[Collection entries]
......
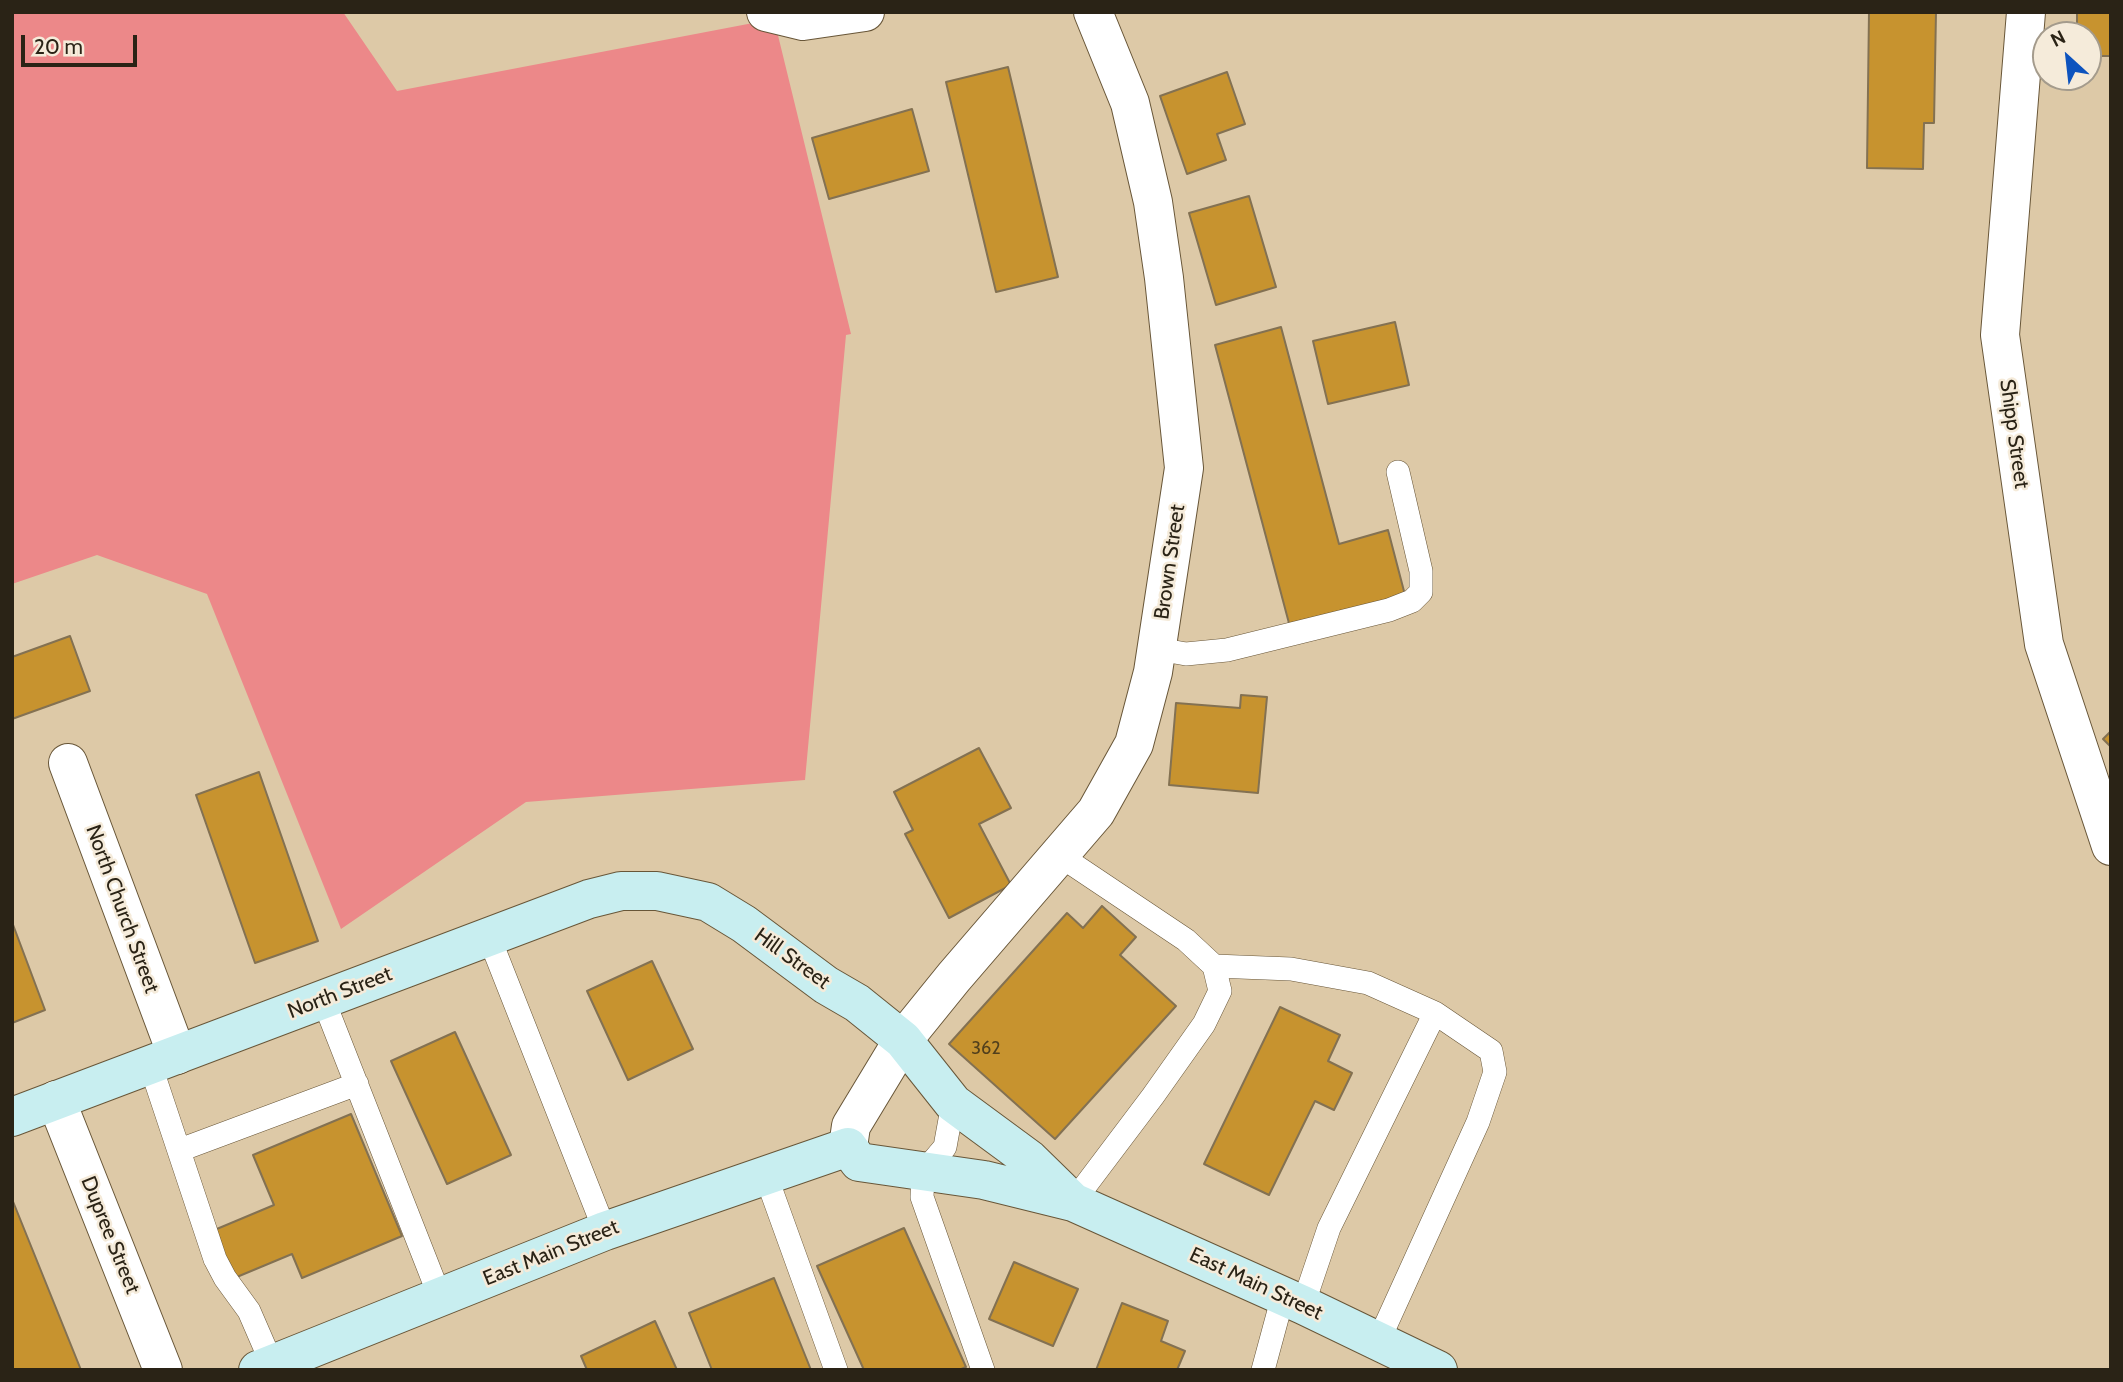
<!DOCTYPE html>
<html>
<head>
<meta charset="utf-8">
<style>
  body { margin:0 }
  #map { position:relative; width:2123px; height:1382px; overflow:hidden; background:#ddc9a7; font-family:Cabin,sans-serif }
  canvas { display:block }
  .frame { position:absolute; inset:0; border:14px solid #2a2316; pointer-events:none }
  .north { position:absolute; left:2032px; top:21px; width:70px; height:70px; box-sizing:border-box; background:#f5ebda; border:2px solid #a49b8c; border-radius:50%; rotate:333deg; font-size:19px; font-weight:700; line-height:28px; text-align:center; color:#2a2316 }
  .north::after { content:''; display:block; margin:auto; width:24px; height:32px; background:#0d53be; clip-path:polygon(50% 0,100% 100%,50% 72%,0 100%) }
  .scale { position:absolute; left:21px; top:35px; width:116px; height:32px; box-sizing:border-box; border:4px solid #2a2316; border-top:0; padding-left:9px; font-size:21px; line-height:24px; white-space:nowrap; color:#2a2316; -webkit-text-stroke:5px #f5ebda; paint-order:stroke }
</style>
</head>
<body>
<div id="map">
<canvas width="2123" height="1382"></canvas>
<div class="frame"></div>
<div class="north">N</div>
<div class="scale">20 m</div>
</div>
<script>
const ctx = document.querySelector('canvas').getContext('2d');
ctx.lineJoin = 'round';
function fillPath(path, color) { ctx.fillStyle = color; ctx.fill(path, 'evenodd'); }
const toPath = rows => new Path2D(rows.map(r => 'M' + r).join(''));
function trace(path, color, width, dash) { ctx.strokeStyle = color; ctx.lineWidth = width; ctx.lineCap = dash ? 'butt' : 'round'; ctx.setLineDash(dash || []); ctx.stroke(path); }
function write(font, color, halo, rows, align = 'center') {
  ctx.font = font + ' Cabin,sans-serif'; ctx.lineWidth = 5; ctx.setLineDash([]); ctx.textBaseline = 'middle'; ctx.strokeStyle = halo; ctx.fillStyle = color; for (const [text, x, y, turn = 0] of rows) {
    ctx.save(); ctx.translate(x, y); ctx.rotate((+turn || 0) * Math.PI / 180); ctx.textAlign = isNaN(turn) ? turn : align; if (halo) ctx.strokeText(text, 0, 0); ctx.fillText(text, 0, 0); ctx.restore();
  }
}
const green = toPath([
  [12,12,343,12,397,91,774,19,851,334,846,335,805,780,526,802,341,929,207,594,97,555,12,584]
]);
const building = toPath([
  [1869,12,1936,12,1934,123,1924,123,1923,169,1867,168,1869,12],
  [2077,12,2111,12,2111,56,2088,56,2088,35,2077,35,2077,12],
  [1008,67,1058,277,996,292,946,82,1008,67],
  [1227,72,1245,124,1217,134,1226,160,1187,174,1160,96,1227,72],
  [912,109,929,171,829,199,812,138,912,109],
  [1249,196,1276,287,1216,305,1189,213,1249,196],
  [1395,322,1409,385,1328,404,1313,341,1395,322],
  [1281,327,1339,544,1388,530,1405,595,1290,627,1215,345,1281,327],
  [70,636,90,691,12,719,12,657,70,636],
  [1241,695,1267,697,1258,793,1169,785,1176,703,1240,708,1241,695],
  [2111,731,2111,747,2103,739,2111,731],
  [979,748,1011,808,979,824,1011,885,949,918,905,834,913,830,894,792,979,748],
  [259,772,318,941,255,963,196,795,259,772],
  [1102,906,1136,937,1120,955,1176,1006,1055,1139,949,1044,1067,913,1083,928,1102,906],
  [12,922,45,1010,12,1023,12,922],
  [652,961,693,1049,628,1080,587,991,652,961],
  [1280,1007,1340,1035,1328,1061,1352,1073,1334,1110,1315,1101,1269,1195,1204,1164,1280,1007],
  [455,1032,511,1155,447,1184,391,1061,455,1032],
  [351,1114,402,1236,302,1278,292,1254,232,1279,212,1231,274,1205,253,1155,351,1114],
  [12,1199,81,1370,12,1370,12,1199],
  [904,1228,966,1367,959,1370,864,1370,817,1266,904,1228],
  [1014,1262,1078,1289,1053,1346,989,1319,1014,1262],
  [774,1278,811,1370,712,1370,689,1313,774,1278],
  [1122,1303,1168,1321,1161,1341,1185,1351,1177,1370,1096,1370,1122,1303],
  [655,1321,677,1370,587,1370,581,1356,655,1321]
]);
const service = toPath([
  [1158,649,1186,654,1227,650,1389,610,1412,601,1421,592,1421,571,1398,472],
  [1059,855,1186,940,1214,966,1220,991,1204,1024,1153,1096,1073,1202],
  [489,937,605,1231],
  [1214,966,1291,969,1368,983,1435,1013,1491,1051,1495,1072,1478,1122,1378,1342],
  [323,999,440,1297],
  [150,1064,215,1259,225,1278,249,1311,272,1364],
  [953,1103,945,1147,923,1173,922,1197,983,1370],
  [180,1150,357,1084],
  [766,1176,836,1370],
  [1303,1305,1329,1228,1435,1013],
  [1263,1370,1283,1296]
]);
const minor = toPath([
  [766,12,803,21,865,12],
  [2026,12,2000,335,2044,644,2111,846],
  [68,763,177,1055],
  [56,1100,163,1370],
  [848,1147,851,1126,903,1040,954,977,1096,812,1134,744,1153,672,1184,468,1164,278,1153,202,1130,103,1093,12]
]);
const secondary = toPath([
  [12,1117,589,899,621,891,657,891,708,902,744,924,826,985,857,1003,903,1040,953,1103,1029,1159,1072,1201],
  [258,1370,605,1231,848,1147,859,1162,984,1180,1073,1202,1303,1305,1438,1370]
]);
const numberNames = [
  ["362",986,1049]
];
const streetNames = [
  ["Shipp Street",2014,434,82],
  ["Brown Street",1170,562,-82],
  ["North Church Street",122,909,70],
  ["Hill Street",792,959,36],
  ["North Street",340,993,-21],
  ["Dupree Street",110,1235,68],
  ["East Main Street",551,1253,-22],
  ["East Main Street",1256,1284,25]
];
fillPath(green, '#ec8889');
fillPath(building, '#c7932f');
trace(building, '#837152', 2);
trace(service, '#685638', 24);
trace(minor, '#685638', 40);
trace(secondary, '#685638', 40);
trace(service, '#fff', 23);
trace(minor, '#fff', 38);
trace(secondary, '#c8eef0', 38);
write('18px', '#513f1c', null, numberNames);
write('21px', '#2a2316', '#f5ebda', streetNames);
</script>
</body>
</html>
......
*Instructions to follow:*
Go through the records and tally the lines that include "setLineDash". Write only the number.

*Output for this task:*
2